Too often we see software publishers building land mines into their license terms and conditions that end-user organisations innocently walk into. The CCL wants to know if this is the first time an organisation has fallen foul of Tibco’s complex licensing terms and conditions? Can we share with the world the complex terms that Bank of America have fallen foul of to ensure everyone else that uses their software doesn’t similarly become unstuck?

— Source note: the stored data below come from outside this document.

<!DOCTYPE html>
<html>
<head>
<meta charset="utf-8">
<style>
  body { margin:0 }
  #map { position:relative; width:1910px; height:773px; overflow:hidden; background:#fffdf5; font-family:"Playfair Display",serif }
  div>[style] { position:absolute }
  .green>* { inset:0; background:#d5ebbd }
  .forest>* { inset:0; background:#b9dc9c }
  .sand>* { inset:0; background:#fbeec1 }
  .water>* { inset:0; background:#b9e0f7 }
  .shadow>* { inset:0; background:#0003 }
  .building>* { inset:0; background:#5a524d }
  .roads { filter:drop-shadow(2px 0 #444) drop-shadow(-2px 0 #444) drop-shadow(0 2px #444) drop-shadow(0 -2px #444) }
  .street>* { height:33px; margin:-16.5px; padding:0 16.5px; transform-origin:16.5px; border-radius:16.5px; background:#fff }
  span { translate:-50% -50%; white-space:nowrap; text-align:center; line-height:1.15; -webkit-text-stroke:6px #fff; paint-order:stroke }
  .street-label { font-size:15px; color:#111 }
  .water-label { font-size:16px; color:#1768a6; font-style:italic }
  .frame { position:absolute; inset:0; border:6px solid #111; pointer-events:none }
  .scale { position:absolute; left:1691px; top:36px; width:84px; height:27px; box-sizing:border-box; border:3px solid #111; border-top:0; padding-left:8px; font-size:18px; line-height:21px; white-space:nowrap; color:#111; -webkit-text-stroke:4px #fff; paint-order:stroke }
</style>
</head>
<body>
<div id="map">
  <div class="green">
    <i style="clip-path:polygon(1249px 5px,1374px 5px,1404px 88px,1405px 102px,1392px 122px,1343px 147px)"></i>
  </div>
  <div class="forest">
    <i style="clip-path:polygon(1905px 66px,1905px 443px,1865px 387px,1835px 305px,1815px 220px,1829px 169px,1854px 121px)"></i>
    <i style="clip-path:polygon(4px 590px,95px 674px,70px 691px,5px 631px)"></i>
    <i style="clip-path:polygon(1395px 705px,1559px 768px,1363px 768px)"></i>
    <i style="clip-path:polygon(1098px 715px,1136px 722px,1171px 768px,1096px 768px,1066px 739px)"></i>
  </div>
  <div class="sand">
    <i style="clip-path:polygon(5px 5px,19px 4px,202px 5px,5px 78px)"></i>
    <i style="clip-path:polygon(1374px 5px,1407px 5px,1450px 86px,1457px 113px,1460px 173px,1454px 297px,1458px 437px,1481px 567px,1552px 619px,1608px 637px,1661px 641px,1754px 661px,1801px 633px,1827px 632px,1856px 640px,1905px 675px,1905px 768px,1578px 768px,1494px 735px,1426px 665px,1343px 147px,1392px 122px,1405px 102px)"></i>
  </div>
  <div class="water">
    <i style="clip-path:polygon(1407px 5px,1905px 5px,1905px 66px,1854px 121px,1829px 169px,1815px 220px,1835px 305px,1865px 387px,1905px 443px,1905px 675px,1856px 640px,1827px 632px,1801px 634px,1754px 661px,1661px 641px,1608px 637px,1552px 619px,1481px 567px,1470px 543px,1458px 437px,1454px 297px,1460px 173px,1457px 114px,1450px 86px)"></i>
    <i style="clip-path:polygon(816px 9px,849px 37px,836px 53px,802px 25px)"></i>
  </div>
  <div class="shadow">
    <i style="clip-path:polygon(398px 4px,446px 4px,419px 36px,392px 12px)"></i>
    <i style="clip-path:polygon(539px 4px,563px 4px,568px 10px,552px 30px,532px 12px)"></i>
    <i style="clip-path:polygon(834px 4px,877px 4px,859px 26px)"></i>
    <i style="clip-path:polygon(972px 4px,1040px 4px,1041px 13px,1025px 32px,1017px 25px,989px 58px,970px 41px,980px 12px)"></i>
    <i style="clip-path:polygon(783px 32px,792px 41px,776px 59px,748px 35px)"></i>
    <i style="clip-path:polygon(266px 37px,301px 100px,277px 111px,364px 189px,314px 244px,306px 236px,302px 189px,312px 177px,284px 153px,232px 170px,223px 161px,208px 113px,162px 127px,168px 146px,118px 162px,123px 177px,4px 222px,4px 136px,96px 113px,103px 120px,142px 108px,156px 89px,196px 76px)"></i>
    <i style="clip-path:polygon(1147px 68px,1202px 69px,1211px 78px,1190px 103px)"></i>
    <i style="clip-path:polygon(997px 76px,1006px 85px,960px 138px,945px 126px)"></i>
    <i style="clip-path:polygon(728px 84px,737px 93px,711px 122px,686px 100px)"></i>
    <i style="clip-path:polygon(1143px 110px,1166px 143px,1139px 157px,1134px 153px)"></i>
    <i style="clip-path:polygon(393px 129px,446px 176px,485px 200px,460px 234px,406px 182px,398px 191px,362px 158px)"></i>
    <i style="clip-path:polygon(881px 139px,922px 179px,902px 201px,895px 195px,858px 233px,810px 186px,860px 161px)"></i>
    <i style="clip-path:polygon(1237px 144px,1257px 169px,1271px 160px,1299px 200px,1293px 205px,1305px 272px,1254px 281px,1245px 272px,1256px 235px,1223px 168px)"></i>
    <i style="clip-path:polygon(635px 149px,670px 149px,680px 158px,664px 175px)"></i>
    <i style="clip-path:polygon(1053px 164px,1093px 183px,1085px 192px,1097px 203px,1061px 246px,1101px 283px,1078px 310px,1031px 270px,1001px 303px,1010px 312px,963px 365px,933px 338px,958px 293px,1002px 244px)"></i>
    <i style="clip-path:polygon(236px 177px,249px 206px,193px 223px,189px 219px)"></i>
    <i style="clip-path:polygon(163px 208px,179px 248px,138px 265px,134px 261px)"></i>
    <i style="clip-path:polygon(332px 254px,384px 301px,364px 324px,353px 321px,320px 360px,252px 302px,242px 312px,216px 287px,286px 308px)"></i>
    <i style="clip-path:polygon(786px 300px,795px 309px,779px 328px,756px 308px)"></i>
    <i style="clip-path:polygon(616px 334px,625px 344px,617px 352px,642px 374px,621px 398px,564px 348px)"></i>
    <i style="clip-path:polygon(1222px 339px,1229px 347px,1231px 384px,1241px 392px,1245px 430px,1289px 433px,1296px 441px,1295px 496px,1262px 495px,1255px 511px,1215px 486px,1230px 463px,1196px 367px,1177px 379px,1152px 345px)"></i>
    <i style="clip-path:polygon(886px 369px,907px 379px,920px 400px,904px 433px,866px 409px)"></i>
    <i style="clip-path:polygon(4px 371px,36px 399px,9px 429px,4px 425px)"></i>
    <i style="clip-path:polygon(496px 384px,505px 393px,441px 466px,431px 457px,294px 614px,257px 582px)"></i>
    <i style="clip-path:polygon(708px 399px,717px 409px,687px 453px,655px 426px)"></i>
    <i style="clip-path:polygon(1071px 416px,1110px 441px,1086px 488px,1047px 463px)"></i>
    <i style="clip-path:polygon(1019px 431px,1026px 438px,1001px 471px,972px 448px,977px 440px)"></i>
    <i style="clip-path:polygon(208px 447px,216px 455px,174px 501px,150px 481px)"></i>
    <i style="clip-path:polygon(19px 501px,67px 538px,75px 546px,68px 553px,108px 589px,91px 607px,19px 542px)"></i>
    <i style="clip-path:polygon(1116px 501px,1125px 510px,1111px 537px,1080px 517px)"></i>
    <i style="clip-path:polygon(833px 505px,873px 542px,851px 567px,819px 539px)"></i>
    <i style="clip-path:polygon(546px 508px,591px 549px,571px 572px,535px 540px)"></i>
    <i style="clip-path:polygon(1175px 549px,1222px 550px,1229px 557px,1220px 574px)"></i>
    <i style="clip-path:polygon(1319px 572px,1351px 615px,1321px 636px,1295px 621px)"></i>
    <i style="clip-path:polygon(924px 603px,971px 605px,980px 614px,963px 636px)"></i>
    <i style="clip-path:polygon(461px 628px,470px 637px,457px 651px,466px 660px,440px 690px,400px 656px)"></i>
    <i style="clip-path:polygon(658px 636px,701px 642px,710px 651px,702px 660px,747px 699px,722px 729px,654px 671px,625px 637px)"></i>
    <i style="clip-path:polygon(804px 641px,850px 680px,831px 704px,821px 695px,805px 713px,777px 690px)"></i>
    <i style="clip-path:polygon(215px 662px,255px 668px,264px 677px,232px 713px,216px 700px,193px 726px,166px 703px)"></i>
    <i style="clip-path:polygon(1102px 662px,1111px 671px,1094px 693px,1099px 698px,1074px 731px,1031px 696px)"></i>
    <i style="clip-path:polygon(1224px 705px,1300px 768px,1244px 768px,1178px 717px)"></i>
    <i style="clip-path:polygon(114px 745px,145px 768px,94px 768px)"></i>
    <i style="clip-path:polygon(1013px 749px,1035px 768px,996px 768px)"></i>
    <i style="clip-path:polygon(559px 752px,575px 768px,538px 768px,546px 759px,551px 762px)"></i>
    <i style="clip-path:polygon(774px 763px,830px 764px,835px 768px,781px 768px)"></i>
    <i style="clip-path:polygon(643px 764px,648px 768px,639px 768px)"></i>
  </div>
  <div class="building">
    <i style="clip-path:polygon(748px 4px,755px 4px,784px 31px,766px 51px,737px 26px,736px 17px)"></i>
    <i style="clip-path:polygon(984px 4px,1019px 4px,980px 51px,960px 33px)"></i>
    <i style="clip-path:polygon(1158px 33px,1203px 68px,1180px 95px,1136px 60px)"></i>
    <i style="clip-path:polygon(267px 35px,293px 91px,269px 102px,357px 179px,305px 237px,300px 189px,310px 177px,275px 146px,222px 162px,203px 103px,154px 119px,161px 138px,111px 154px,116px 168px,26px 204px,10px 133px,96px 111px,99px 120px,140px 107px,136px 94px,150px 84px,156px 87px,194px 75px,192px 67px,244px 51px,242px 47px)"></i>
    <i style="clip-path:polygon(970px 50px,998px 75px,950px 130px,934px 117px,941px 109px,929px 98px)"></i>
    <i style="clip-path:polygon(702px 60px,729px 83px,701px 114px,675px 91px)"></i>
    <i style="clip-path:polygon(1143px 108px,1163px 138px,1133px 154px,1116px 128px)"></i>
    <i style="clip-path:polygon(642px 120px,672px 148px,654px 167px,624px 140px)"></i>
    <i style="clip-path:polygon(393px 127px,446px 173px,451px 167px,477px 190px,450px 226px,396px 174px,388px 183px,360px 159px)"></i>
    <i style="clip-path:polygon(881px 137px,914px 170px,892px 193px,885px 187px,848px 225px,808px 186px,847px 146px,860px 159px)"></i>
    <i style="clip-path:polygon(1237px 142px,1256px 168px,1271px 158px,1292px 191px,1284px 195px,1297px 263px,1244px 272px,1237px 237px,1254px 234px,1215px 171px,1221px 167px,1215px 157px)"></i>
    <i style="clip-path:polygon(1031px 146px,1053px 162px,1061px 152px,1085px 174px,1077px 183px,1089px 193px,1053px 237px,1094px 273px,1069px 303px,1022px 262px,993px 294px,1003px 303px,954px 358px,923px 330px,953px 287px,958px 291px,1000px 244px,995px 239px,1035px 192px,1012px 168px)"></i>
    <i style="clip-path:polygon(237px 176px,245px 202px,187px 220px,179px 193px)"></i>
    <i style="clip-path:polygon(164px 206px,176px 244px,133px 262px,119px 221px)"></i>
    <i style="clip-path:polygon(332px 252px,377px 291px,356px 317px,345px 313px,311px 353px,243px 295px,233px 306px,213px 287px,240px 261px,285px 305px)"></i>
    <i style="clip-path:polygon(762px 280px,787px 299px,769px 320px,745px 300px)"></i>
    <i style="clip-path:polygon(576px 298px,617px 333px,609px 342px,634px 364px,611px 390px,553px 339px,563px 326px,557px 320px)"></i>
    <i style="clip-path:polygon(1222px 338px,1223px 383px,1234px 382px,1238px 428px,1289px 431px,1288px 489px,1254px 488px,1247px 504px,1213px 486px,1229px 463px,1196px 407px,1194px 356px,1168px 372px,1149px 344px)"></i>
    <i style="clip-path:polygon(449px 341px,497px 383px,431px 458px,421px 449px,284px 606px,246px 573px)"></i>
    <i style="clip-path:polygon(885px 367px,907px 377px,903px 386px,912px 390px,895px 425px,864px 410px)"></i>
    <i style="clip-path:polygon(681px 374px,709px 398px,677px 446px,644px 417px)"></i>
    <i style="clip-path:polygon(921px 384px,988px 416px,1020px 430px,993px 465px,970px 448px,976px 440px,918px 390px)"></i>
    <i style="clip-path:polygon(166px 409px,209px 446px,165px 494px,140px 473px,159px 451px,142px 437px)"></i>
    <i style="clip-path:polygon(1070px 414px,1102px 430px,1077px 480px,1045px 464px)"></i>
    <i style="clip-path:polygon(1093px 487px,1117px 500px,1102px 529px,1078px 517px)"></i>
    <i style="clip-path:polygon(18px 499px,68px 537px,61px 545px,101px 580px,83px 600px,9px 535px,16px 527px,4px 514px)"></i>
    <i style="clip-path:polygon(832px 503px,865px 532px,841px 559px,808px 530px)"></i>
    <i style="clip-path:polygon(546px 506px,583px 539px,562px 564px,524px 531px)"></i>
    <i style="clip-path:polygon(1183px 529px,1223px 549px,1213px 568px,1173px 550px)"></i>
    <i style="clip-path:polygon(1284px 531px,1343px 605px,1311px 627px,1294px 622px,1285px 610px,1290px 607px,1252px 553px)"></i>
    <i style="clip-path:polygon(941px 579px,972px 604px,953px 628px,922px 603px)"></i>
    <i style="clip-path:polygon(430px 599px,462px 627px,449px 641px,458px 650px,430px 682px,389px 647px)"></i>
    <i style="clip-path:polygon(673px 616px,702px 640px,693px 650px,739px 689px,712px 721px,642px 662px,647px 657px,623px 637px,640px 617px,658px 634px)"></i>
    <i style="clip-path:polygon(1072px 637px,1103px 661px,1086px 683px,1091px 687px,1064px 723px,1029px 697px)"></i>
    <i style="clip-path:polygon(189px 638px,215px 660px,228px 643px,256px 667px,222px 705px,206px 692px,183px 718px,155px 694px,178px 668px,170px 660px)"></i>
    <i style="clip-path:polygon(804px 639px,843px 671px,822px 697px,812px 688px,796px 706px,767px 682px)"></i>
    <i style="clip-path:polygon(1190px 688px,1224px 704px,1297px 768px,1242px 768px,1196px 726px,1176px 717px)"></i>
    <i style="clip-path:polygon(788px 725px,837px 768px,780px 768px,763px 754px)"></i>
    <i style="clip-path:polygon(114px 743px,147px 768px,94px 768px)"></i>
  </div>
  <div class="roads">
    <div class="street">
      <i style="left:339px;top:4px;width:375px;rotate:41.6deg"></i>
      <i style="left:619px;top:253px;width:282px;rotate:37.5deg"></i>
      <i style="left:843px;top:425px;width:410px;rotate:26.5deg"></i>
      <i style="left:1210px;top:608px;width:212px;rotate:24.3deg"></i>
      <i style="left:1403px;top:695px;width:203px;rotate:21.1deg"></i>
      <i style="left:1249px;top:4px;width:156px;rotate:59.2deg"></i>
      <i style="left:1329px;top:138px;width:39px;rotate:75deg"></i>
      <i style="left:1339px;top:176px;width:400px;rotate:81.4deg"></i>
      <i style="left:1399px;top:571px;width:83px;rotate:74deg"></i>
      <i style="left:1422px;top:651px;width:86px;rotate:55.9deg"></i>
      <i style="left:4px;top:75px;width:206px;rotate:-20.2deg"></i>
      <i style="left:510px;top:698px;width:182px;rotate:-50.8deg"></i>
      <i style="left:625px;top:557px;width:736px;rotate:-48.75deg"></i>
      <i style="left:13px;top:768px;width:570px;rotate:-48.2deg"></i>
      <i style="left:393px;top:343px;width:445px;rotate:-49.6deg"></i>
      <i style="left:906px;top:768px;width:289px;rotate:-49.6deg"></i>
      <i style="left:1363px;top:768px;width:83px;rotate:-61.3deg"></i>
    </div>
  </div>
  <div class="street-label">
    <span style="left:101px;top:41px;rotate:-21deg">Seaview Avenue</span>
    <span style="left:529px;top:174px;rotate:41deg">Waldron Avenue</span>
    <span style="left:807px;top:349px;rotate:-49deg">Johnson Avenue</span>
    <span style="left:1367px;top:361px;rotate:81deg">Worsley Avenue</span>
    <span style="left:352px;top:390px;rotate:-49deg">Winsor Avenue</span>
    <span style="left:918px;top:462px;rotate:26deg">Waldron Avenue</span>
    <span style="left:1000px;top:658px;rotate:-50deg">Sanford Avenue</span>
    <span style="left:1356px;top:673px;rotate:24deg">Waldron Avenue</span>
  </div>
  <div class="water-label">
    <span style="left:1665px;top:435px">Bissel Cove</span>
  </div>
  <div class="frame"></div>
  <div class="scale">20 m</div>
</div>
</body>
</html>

CCL Guidance on Complex Licensing
Three rules we’d always advise our members to follow in cases like this:
- If you can’t measure it don’t buy it. Avoid complex licensing terms – if you don’t understand a software publishers license terms and they cannot show how you’d measure them with every day tools then don’t make the purchase
- Adhere to SAM best practices. Ensure there’s always good communications – between IT project teams, procurement and the legal team so before you press the go button there are not gotchas with licensing your solution
- Take the lead with licensing strategy Complex licensing and aggressive audit behaviour can make organizations forget their very basic rights – You are the customer! Look to the future and consider agreements that best suit your requirements and future plans.
The Campaign for Clear Licensing is building a library of complex licensing terms with the leading software publishers to help educate our members of the common pitfalls. At CCL we believe by only working together as members will we have the voice to make the likes of Oracle, Microsoft, Adobe, Attachmate, IBM, HP and SAP sit up and take notice of your licensing frustrations.